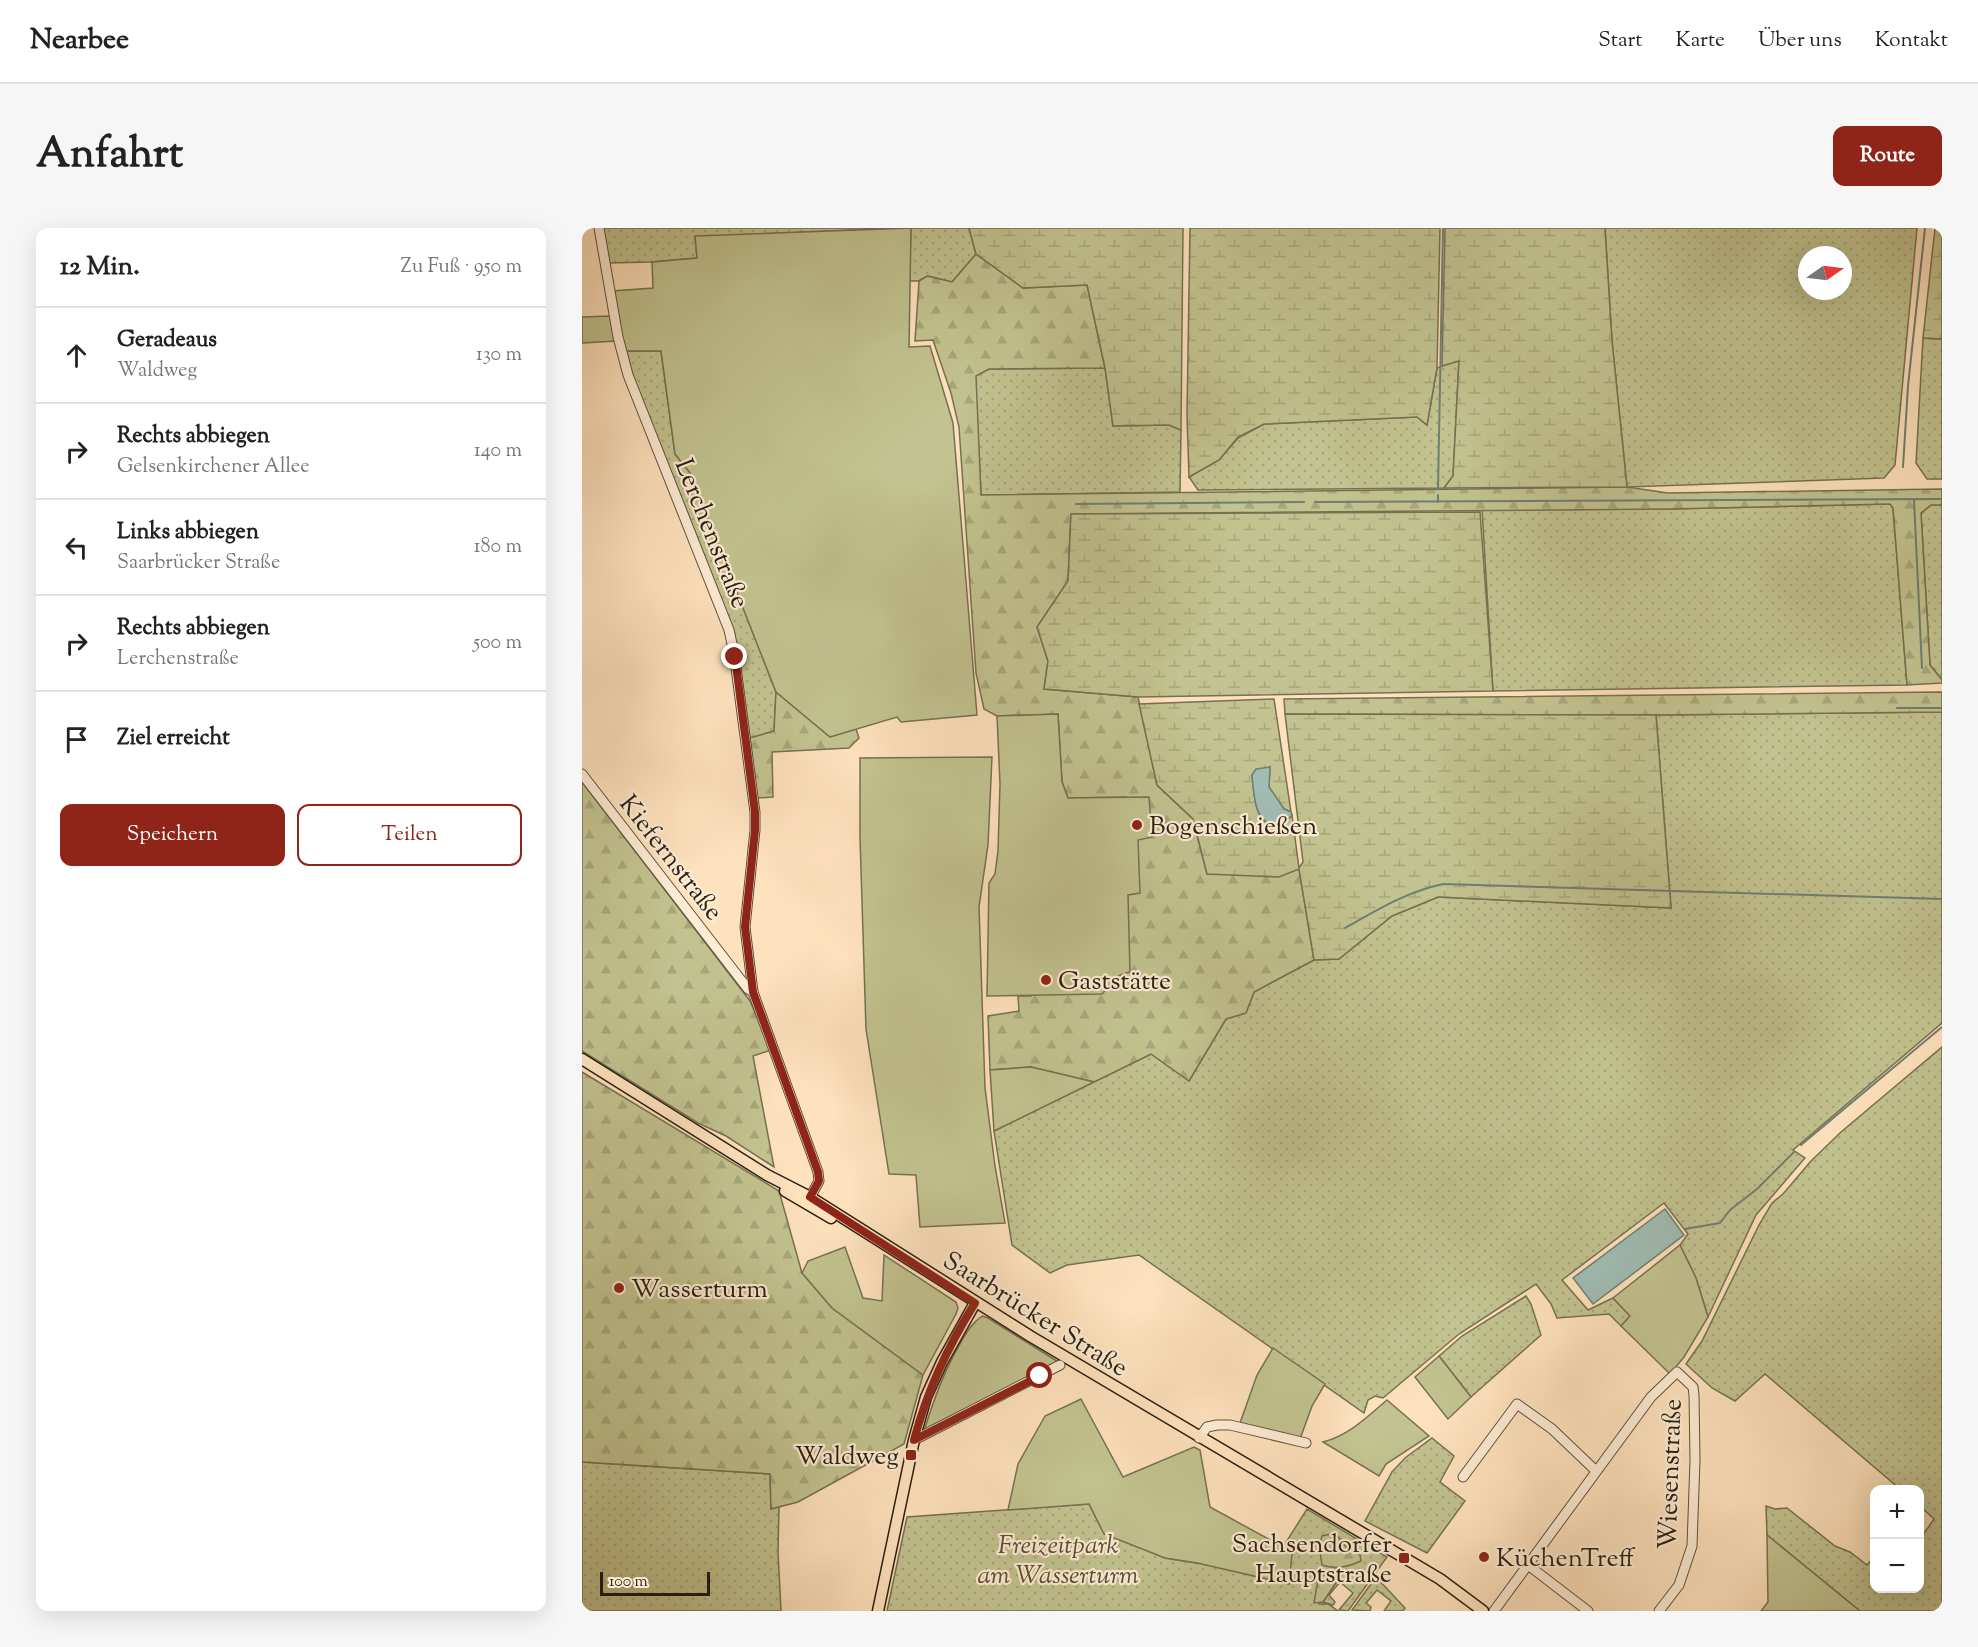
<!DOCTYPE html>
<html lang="de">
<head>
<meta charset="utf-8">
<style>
	:root { --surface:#fff; --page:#f6f6f6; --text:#222; --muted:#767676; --line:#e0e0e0; --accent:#8f2418 }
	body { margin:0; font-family:"Sorts Mill Goudy",serif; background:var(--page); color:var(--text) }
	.controls { position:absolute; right:18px; bottom:18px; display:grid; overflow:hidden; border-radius:12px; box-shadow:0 6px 24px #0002 }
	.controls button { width:54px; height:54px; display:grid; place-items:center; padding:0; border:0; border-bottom:2px solid var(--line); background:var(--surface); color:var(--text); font:30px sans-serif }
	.compass { position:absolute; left:1216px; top:18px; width:54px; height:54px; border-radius:50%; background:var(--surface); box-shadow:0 6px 24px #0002; rotate:76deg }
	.scale { position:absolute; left:18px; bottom:15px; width:110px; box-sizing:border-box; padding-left:6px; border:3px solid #291f11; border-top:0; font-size:16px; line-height:21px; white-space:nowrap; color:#291f11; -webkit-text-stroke:4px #feecd4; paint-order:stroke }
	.stop { position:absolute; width:18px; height:18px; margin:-14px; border:4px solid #8f2418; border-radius:50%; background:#fff }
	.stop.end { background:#8f2418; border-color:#fff; box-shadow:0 2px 6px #0008 }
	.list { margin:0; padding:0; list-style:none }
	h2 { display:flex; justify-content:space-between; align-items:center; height:78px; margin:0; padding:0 24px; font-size:26px }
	h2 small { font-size:20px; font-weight:400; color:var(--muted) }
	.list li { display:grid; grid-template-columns:39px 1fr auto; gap:18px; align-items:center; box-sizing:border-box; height:96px; padding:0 24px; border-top:2px solid var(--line) }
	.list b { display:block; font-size:22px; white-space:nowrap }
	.list p { margin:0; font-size:20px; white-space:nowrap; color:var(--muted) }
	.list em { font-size:20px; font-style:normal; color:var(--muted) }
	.actions { display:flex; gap:12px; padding:18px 24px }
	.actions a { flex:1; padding:14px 0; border:2px solid var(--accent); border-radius:12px; text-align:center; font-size:21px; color:var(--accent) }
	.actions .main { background:var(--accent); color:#fff }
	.icon { flex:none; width:33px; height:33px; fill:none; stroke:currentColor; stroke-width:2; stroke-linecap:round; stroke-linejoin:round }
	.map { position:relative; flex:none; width:1360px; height:1383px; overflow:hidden; border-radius:12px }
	header { display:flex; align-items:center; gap:36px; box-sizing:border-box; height:84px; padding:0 30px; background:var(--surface); border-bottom:2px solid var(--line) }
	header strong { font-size:28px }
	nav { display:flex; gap:33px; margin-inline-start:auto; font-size:21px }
	.intro { display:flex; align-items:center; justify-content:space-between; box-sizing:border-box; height:144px; padding:0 36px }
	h1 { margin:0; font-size:42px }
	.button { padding:15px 27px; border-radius:12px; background:var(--accent); color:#fff; font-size:21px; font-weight:700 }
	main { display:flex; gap:36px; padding:0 36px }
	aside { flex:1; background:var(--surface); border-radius:12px; box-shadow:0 6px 24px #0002 }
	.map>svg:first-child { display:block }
	.grass { fill:url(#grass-dots); stroke:#767150; stroke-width:1.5; fill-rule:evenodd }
	.forest { fill:url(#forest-firs); stroke:#767150; stroke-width:1.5 }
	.wetland { fill:url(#wetland-marsh); stroke:#767150; stroke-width:1.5 }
	.garden { fill:#c2c390; stroke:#767150; stroke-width:1.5 }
	.water { fill:#a0bdb5; stroke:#707e73; stroke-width:1.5 }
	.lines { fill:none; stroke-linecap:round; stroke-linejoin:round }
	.stream { stroke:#707e73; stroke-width:2 }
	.minor-casing { stroke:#5e503c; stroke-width:11 }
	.major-casing { stroke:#291f11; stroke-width:13 }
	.minor { stroke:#feecd4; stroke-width:9 }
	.major { stroke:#fee2bd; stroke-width:10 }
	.route { stroke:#8f2418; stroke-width:8 }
	.poi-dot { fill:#8f2418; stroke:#feecd4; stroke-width:2 }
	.labels { text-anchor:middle; stroke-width:4.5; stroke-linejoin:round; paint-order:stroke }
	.street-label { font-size:26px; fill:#291f11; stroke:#feecd4 }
	.poi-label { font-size:26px; fill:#291f11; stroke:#feecd4; text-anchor:start }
	.park-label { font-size:26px; font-style:italic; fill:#575037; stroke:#feecd4 }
</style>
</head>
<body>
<header>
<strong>Nearbee</strong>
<nav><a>Start</a><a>Karte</a><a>Über uns</a><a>Kontakt</a></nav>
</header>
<div class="intro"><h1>Anfahrt</h1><a class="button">Route</a></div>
<main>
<aside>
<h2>12 Min.<small>Zu Fuß · 950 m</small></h2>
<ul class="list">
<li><svg class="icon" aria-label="ahead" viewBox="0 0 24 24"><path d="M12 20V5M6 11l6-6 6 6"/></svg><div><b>Geradeaus</b><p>Waldweg</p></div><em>130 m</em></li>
<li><svg class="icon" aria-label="right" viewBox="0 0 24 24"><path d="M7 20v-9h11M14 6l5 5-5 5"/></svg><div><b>Rechts abbiegen</b><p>Gelsenkirchener Allee</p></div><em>140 m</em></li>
<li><svg class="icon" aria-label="left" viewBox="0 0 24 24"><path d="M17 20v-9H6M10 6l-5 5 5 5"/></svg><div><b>Links abbiegen</b><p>Saarbrücker Straße</p></div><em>180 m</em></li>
<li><svg class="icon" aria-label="right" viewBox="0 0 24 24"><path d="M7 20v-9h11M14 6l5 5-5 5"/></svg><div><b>Rechts abbiegen</b><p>Lerchenstraße</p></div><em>500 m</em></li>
<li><svg class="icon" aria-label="arrive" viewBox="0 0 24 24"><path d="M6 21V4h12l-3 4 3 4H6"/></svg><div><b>Ziel erreicht</b></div></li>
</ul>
<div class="actions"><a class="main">Speichern</a><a>Teilen</a></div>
</aside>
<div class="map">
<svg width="1360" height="1383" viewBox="0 0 1360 1383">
	<defs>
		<pattern id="grass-dots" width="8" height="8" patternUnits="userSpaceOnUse" patternTransform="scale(1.5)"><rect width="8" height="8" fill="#c2c390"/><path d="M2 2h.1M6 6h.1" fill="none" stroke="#a7a77b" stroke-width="1.8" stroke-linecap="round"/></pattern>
		<pattern id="forest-firs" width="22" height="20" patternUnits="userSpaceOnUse" patternTransform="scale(1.5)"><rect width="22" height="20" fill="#c2c390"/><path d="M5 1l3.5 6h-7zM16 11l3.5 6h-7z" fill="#a7a77b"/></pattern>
		<pattern id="wetland-marsh" width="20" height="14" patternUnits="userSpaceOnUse" patternTransform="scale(1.5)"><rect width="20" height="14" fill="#c2c390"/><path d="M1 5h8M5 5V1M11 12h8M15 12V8" fill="none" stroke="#a7a77b"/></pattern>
	</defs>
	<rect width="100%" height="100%" fill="#fee2bd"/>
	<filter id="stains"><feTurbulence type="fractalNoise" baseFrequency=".00333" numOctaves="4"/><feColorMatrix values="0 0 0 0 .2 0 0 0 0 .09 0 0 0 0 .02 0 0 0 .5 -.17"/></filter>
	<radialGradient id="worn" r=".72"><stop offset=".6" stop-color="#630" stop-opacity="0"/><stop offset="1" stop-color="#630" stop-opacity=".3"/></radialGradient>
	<g class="grass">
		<path d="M19 0H319L113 9 115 30 70 34 25 35Z"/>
		<path d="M329 0H387L394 26 370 54 346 48 337 53H327Z"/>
		<path d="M1023 0H1335L1313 237 1302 250 1045 259 1030 113ZM1225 27H1261V63H1225Z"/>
		<path d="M1341 110 1360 111V251H1345L1334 235Z"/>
		<path d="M41 123H79L93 226 108 244 194 464 192 503 168 510 158 437 149 402Z"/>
		<path d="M877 132 871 248 862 260 616 262 607 249 637 232 656 210 682 196 835 189 845 197 855 140Z"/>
		<path d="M523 140 531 198 587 197 599 202 598 264 399 267 393 148 407 141Z"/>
		<path d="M1308 276 1311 280 1325 457 911 463 900 282 1087 281Z"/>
		<path d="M1349 277H1360V452L1348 437 1339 285Z"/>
		<path d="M1360 484V795L1211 922 1223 930 1174 987 1126 1089 1114 1050 1098 1017 1106 1006 1082 975 980 1052 1006 1082 1031 1070 1048 1088 1039 1098 1027 1086 975 1090 969 1076 954 1056 877 1106 801 1170 793 1168 786 1172 782 1185 557 1027 485 1037 468 1045 430 1017 412 903 569 826 607 853 644 791 664 785 672 764 732 732 757 731 810 688 856 669 1089 680 1074 487Z"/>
		<path d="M1360 819V1383H1278L1185 1307 1184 1278 1193 1281 1205 1280 1253 1318 1268 1324 1285 1337 1292 1329V1360H1338V1311L1352 1291 1338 1278V1262L1318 1261 1183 1146 1153 1173 1130 1160 1104 1136 1120 1113 1177 997 1190 975 1201 966 1229 933 1259 904Z"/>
		<path d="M944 1068 949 1076 959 1107 889 1169 857 1128 880 1108Z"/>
		<path d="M850 1210 872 1228 858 1254 883 1273 845 1325 783 1293 810 1244 823 1230Z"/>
		<path d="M0 1234 188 1246 189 1280 197 1278 196 1324 199 1383H0Z"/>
		<path d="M507 1276 522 1305 583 1330 615 1335 710 1326 701 1319 725 1281 805 1329 766 1383 757 1382 771 1365 758 1354 747 1367 753 1374 751 1377 741 1374 757 1350 742 1365 737 1376H746L756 1383H305L325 1289Z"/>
		<path d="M794 1349 823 1380 821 1383H802L809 1373 795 1362 784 1375 789 1379 788 1383 770 1382Z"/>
	</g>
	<g class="forest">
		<path d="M394 26 441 60 505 57 523 140 407 141 394 148 399 267 1045 259 1086 265 1360 261V277H1349L1339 285 1348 437 1360 452V455L1325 457 1311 280 1308 276 1087 281 489 286 486 353 455 399 466 433 462 461 556 469 575 557 611 591 625 646 717 641 732 732 672 764 664 785 644 791 607 853 569 826 512 854 449 839 408 842 406 788 437 783 436 768H449L544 569 486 570 480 554 476 486 415 488 402 481 394 445 377 199 369 165 351 112 333 113 337 53 345 48 370 54Z"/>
		<path d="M194 464 248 509 274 501 277 510 267 520 190 524 191 569 175 570 168 510 192 503Z"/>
		<path d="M1360 464V484L1074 487 703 486 702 471Z"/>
		<path d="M0 554 168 773 189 822 171 828 192 939 144 908 116 895 0 823Z"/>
		<path d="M0 844 197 963 220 1045 250 1080 341 1147 322 1216 216 1274 189 1281 188 1246 0 1234Z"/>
		<path d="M753 1305 764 1319 778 1327 779 1333C766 1339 753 1342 740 1337L737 1317 740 1308Z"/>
		<path d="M756 1345 757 1350 741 1374 732 1375 736 1351 743 1346Z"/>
	</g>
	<g class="wetland">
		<path d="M387 0H601L599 202 587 197 531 198 523 140 505 57 441 60 394 26Z"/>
		<path d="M608 0H858L855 140 845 197 835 189 682 196 656 209 637 232 607 249 605 187Z"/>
		<path d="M863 0H1023L1030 113 1045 259 862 260 871 248 877 133 860 138Z"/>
		<path d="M1353 0H1360V111L1341 110Z"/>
		<path d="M898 284 911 463 556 469 462 461 466 433 455 399 486 353 489 286Z"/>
		<path d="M692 471 709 584 702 581 687 559 688 539 670 547C673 574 671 592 699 604L703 594 710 587 717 640 721 634 703 486 1074 487 1089 680 856 669 810 688 757 731 732 732 717 641 697 649 625 646 611 591 575 557 557 476Z"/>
	</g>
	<g class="garden">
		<path d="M329 0 327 119 348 118 371 195 395 487 319 494 315 489 248 509 194 464 108 245 93 226 79 123H41L30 63 71 60 70 34 115 30 113 8Z"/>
		<path d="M29 88 34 113 0 115V89Z"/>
		<path d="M476 486 480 554 486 570 567 569 570 609 556 612 558 665 546 667 548 744C529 748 532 755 520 766L405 768 407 655 413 646 416 623 418 556 415 488Z"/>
		<path d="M410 529 406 617 397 679 403 860 413 938 423 995 338 999 334 947 307 946 284 801 278 609V530Z"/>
		<path d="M449 839 512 854 412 903 408 842Z"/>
		<path d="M1098 1017 1114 1050 1126 1089 1102 1129 1088 1146 1039 1098 1048 1088 1031 1070Z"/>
		<path d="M263 1019 281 1070 300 1073 302 1027 374 1074 376 1080 374 1086 341 1147 250 1080 220 1045 226 1033Z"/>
		<path d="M400 1088 406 1090 478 1135 342 1203C352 1171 362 1143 379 1114 385 1104 390 1095 400 1088Z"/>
		<path d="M691 1120 743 1156 730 1178 718 1211 658 1195 675 1147Z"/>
		<path d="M857 1128 889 1169 866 1191 833 1149Z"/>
		<path d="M499 1171 541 1249 612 1219 618 1222 628 1279 701 1319 710 1326 707 1356 615 1335 583 1330 522 1306 507 1276 426 1282 436 1236 463 1188Z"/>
		<path d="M805 1172 847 1208 804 1236 797 1248 741 1214C767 1207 784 1190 805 1172Z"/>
		<path d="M1185 1307 1278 1383H1179L1186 1374Z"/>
	</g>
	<g class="water">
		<path d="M688 539 687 559 702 581 709 584 710 587 704 594 699 604C671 590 673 575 670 547L674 541Z"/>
		<path d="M1083 981 1102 1007 1011 1076 991 1050Z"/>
	</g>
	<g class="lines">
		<g class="stream">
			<path d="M1321 239 1326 158 1343 0"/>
			<path d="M856 261 861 0"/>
			<path d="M1332 272 1340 440"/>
			<path d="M733 274 1360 271"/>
			<path d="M856 274V267"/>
			<path d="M494 276 722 274"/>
			<path d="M1315 480H1360"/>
			<path d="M763 700C795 682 824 664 861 656L1360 671"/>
			<path d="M1219 917 1360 799"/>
			<path d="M1103 1001 1138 995 1148 982 1175 961 1212 924"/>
		</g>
		<g class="minor-casing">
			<g id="minor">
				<path d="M17 0 36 109 46 147 147 402 152 425 173 584V602L163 699 171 764 236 944 237 953 225 975"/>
				<path d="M0 546 166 761 171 764"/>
				<path d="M617 1210 625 1199 635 1197H648L724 1215"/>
				<path d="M332 1212 478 1137"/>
				<path d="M881 1249 935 1176 970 1201 1013 1242"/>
				<path d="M946 1337 1006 1383"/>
				<path d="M912 1383 1069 1169 1095 1144 1111 1159 1112 1167 1113 1232 1110 1318 1097 1357 1077 1383"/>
			</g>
		</g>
		<g class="major-casing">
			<g id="major">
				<path d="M0 831 185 947 228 969 448 1108 858 1351 901 1383"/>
				<path d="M203 963 249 990"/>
				<path d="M296 1383 332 1212 344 1169 360 1134 393 1075"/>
			</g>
		</g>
		<use href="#minor" class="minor"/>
		<use href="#major" class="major"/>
	</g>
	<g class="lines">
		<path class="route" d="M153 429 173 584V602L163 699 171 764 236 944 237 953 228 969 393 1075C366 1118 345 1163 332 1212L458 1148"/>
	</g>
	<g class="poi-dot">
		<circle cx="555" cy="597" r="6"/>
		<circle cx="464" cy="752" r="6"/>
		<circle cx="37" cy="1060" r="6"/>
		<rect x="323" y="1221" width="12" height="12" rx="3"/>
		<circle cx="902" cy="1329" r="6"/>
		<rect x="816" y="1324" width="12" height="12" rx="3"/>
	</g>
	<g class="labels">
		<g class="street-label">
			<text transform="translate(131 305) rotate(68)" y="9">Lerchenstraße</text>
			<text transform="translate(90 629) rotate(52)" y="9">Kiefernstraße</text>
			<text transform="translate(454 1085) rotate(32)" y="9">Saarbrücker Straße</text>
			<text transform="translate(1087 1246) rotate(-88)" y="9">Wiesenstraße</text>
		</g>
		<g class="poi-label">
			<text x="567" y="606">Bogenschießen</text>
			<text x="476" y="761">Gaststätte</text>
			<text x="49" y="1069">Wasserturm</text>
			<text x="317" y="1236" text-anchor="end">Waldweg</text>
			<text x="810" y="1324" text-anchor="end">Sachsendorfer<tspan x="810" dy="30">Hauptstraße</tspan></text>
			<text x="914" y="1338">KüchenTreff</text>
		</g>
		<g class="park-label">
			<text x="476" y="1325">Freizeitpark<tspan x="476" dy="30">am Wasserturm</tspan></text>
		</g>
	</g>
	<rect width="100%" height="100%" filter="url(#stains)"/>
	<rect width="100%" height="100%" fill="url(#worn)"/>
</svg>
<div class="controls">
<button>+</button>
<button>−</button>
</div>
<svg class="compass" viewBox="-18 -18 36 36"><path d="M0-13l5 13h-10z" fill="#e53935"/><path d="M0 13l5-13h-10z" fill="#767676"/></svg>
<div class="scale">100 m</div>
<div class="stop" style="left:458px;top:1148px"></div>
<div class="stop end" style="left:153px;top:429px"></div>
</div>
</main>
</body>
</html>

________

Nothing but the lines from the start of the listing through the line with "position:absolute; left:1216px; top:18px;" belongs in the answer, each one retyped exactly and without pictures.

<!DOCTYPE html>
<html lang="de">
<head>
<meta charset="utf-8">
<style>
	:root { --surface:#fff; --page:#f6f6f6; --text:#222; --muted:#767676; --line:#e0e0e0; --accent:#8f2418 }
	body { margin:0; font-family:"Sorts Mill Goudy",serif; background:var(--page); color:var(--text) }
	.controls { position:absolute; right:18px; bottom:18px; display:grid; overflow:hidden; border-radius:12px; box-shadow:0 6px 24px #0002 }
	.controls button { width:54px; height:54px; display:grid; place-items:center; padding:0; border:0; border-bottom:2px solid var(--line); background:var(--surface); color:var(--text); font:30px sans-serif }
	.compass { position:absolute; left:1216px; top:18px; width:54px; height:54px; border-radius:50%; background:var(--surface); box-shadow:0 6px 24px #0002; rotate:76deg }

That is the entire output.